Non-family executives often find the opportunity to join a family-run business environment alluring for a number of reasons:

  • they see the move as a sure opportunity to make use of prior skills and experience in a leadership position;
  • it may be a chance to avoid the political and time risks of staying on the career-advancement track in the larger institution, and perhaps never getting selected for a position of leadership;
  • moving from a more institutional environment to a more humane one, without the constant threat of geographic transfer, may offer appeal on a personal level.

With such mutually complementary objectives, one would think that the decision for both family and non-family executives to join forces would be an easy one. Yet, it rarely is.

Each party has had strikingly different formative professional experiences. Fear and misunderstanding often factor into the equation. The irony is that it is precise because of their cultural differences that each has come to hold allure for the other.

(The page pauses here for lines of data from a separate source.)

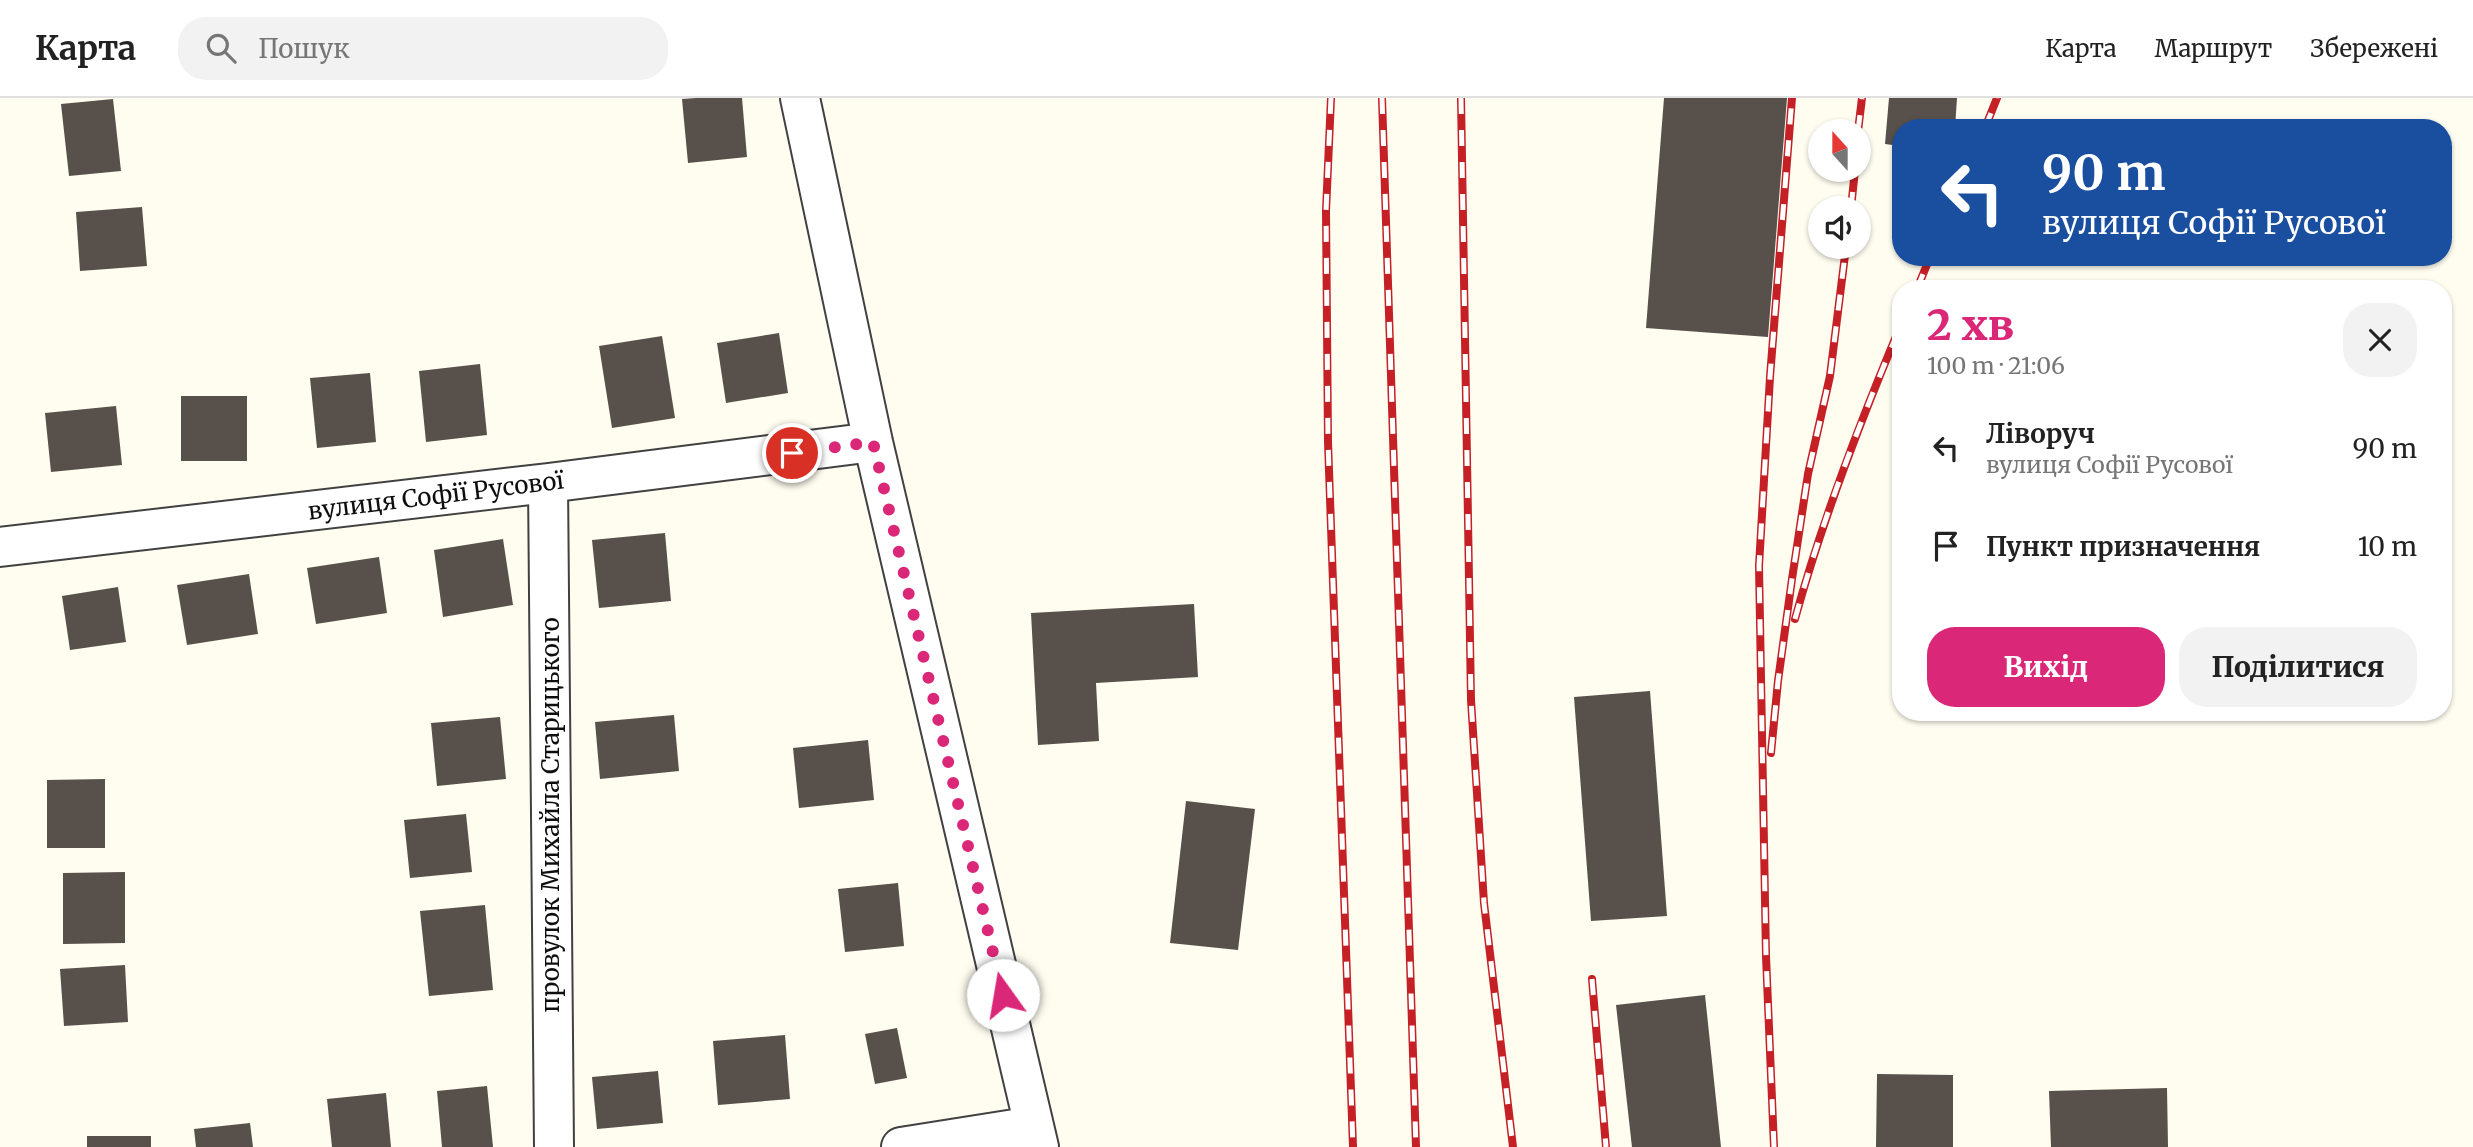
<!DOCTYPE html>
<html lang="uk">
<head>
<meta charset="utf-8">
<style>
  body { margin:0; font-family:Merriweather,serif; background:#f2f2f2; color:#222; height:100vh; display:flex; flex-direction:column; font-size:26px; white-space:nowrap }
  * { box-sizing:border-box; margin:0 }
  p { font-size:23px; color:#767676 }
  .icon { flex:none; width:38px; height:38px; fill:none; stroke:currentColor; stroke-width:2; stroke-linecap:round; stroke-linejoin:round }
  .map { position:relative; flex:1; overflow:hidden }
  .drawer { position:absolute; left:1892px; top:182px; width:560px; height:441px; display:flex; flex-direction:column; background:#fff; border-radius:28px; box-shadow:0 2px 5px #0004 }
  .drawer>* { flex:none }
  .hud { position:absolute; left:1892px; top:21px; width:560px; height:147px; border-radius:28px; box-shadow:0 2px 5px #0004; background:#1a4fa0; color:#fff; overflow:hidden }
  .needle { width:46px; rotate:339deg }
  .controls { position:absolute; left:1808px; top:21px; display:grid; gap:14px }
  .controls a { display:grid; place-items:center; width:63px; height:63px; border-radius:50%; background:#fff; box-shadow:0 2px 5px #0004; font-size:35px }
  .pin { position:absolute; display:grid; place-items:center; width:60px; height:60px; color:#fff; margin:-30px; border:4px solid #fff; border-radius:50%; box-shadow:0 2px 7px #0007 }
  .me { position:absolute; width:77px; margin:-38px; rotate:347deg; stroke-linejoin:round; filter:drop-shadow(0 0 5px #0008) }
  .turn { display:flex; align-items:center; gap:24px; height:147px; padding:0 35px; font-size:32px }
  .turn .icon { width:91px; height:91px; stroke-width:2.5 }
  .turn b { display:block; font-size:49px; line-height:60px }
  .round { display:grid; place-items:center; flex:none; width:74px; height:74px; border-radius:28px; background:#f2f2f2 }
  .headline { display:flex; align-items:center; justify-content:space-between; height:119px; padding:0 35px }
  h1 { font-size:42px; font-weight:800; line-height:52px; color:#db2777 }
  .primary-button { display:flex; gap:14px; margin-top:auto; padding:14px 35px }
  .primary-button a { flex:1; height:80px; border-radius:28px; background:#db2777; color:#fff; font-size:28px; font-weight:800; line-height:80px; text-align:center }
  .primary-button a+a { background:#f2f2f2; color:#222 }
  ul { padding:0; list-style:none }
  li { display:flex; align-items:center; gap:21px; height:98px; padding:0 35px }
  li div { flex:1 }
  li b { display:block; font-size:26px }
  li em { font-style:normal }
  header { display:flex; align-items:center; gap:42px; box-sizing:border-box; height:98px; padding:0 35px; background:#fff; border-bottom:2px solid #e0e0e0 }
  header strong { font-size:33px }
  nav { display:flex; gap:38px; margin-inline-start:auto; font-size:24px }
  .search { width:490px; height:63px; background:#f2f2f2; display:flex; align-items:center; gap:18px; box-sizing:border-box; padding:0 24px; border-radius:28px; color:#767676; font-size:26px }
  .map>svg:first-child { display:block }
  .building { fill:#58504a }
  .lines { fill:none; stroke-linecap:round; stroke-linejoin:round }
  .minor-casing { stroke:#414141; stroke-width:42 }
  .minor { stroke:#fff; stroke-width:38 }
  .rail-casing { stroke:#c52026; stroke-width:8 }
  .rail { stroke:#fff; stroke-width:5; stroke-dasharray:16; stroke-linecap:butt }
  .route { stroke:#db2777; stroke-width:12; stroke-dasharray:0 21.6 }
  .labels { text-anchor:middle; stroke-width:7; stroke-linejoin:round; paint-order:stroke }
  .street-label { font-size:24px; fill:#0e0e0e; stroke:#fff }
</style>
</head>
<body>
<header>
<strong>Карта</strong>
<div class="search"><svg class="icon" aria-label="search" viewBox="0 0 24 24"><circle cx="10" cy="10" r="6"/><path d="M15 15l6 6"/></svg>Пошук</div>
<nav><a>Карта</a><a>Маршрут</a><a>Збережені</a></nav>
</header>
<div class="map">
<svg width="2473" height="1049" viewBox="0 0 2473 1049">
  <rect width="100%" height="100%" fill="#fffcf0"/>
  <path class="building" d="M696,0h46l5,59 -59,6 -6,-64z
    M1664,0h123l-19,239 -122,-9z
    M1889,0h68l-2,30h-55v18l-15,-2z
    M113,1l8,72 -52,5 -8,-72z
    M142,109l5,59 -67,5 -4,-59z
    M779,235l9,60 -62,10 -9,-60z
    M662,238l13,82 -63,10 -13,-82z
    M480,266l7,71 -61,7 -7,-71z
    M370,275l6,69 -59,6 -7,-70z
    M181,298h66v65h-66z
    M116,308l6,59 -71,7 -6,-59z
    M665,435l6,68 -72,7 -7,-68z
    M503,441l10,66 -70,12 -9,-67z
    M379,459l8,56 -71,11 -9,-56z
    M249,476l9,60 -71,11 -10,-60z
    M118,489l8,55 -56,8 -8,-54z
    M1194,506l4,73 -102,6 3,58 -61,4 -7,-132z
    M1650,593l17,225 -76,5 -17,-224z
    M674,617l5,56 -79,8 -5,-57z
    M500,619l6,62 -69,7 -6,-63z
    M868,642l6,60 -75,8 -6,-60z
    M105,681v69h-58v-68z
    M1186,703l69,8 -17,141 -68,-7z
    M466,716l6,58 -62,6 -6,-58z
    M125,774v71l-62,1v-71z
    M898,785l6,63 -59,6 -7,-63z
    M485,807l8,85 -64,6 -9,-85z
    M125,867l3,57 -64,4 -4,-57z
    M1705,897l16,152h-89l-16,-142z
    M897,930l10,50 -32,6 -10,-50z
    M785,937l5,64 -72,6 -5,-64z
    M658,973l5,52 -66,6 -5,-52z
    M1877,976l76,1v72h-77z
    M487,988l6,61h-51l-5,-56z
    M2167,990l1,59h-117l-2,-56z
    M386,995l5,54h-59l-5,-48z
    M250,1025l3,24h-57l-2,-18z
    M87,1038h64v11h-64z"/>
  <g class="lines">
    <g class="minor-casing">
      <path id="minor" d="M800,0l73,344 166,705
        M548,385l6,664
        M0,449l548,-64 325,-41
        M901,1049l133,-21"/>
    </g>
    <use href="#minor" class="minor"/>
    <g class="rail-casing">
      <path id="rail" d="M1331,0l-5,113 2,231 25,705
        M1382,0l34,1049
        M1461,0l10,602 13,203 29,244
        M1985,30l12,-30
        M1858,33l4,-33
        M1851,110l4,-38
        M1917,191l13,-32
        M1795,521c27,-99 65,-197 105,-292
        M1771,655l7,-72 14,-102 16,-105 22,-98 16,-129
        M1592,881l14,168
        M1774,1049l-8,-191 -7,-390 11,-189 22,-279"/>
    </g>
    <use href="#rail" class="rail"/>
  </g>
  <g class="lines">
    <path class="route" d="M792,355l81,-11 130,553"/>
  </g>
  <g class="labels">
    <g class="street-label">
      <text transform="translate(436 398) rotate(-7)" y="8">вулиця Софії Русової</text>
      <text transform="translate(551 717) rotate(-90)" y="8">провулок Михайла Старицького</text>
    </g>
  </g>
</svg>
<div class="controls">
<a><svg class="needle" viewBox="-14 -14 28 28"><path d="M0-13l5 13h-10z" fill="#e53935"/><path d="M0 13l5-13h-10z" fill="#767676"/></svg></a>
<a><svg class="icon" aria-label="sound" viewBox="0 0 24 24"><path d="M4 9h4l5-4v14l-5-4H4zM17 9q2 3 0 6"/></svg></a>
</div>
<div class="pin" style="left:792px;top:355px;background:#d93025"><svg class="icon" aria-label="arrive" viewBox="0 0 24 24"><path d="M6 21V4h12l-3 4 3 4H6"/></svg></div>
<svg class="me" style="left:1003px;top:897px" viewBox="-20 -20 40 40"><circle r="19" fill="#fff"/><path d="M0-13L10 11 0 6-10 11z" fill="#db2777"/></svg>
<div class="hud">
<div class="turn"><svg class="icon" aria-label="left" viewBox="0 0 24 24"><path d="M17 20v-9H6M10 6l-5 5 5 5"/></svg><div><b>90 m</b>вулиця Софії Русової</div></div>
</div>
<section class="drawer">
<div class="headline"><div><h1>2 хв</h1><p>100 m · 21:06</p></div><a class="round"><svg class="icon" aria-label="close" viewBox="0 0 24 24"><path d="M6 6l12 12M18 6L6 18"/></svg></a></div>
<ul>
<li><svg class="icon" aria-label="left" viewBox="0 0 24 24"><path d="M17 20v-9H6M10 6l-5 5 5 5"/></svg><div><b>Ліворуч</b><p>вулиця Софії Русової</p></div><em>90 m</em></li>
<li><svg class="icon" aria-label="arrive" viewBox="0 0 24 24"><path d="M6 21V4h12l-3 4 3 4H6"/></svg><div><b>Пункт призначення</b></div><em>10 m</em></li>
</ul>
<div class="primary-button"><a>Вихід</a><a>Поділитися</a></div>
</section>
</div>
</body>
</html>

If the union is to be a healthy and productive one, the family enterprise will need to muster the patience and tolerance to learn the advanced ideas and language of contemporary business from the non-family executive. Similarly, the new executive will need to exhibit those same qualities to master the dialect and cultural norms of the family controlling the enterprise.

Getting to Know Each Other, With or Without Help

It takes time for each party to come to know the other; certainly, more time than the interview process allows. The unavoidable tension, therefore, requires a period of “living together” before either party can truly recognize how culture influences, informs and animates the other.

Despite the work and emotional energy leading to the new executive’s hire, the hard part – as in marriage – is not the ceremony of union; it is that which follows. Ultimately, systems of governance, for both business and family, will provide the long-term solution to mediating the diverse interests of the family, business, and the non-family executive.

Some family businesses make this transition successfully without assistance. But a far greater number embark on this journey alone and end up experiencing problems such as repeated false starts, bad endings, unwanted industry publicity, waning corporate morale, poor operational performance, and wasted opportunity.

Just as a marriage can be enhanced with the help of a capable marital counselor, the process of introducing the non-family executive into the family business can be facilitated by an intermediary with the neutrality, experience, and skills to assist the family-run enterprise as it assumes its new orbit of ascent. Such intermediaries, or facilitators, may serve as a catalyst until systems of governance emerge and become as familiar to the family as to the non-family executive; and, until the non-family executive learns that some of those familial energies can be embraced as a competitive advantage.

Having the foresight, courage, and fortitude to go outside of the family as a way of expanding the company’s circle of competence can be a worthy growth strategy. Adopting proper systems of governance will be essential to moving the family-run business from its informal entrepreneurial roots to greater levels of operational sophistication.

Achieving such a transition may serve as the basis for the business continuing to support the family for generations to come.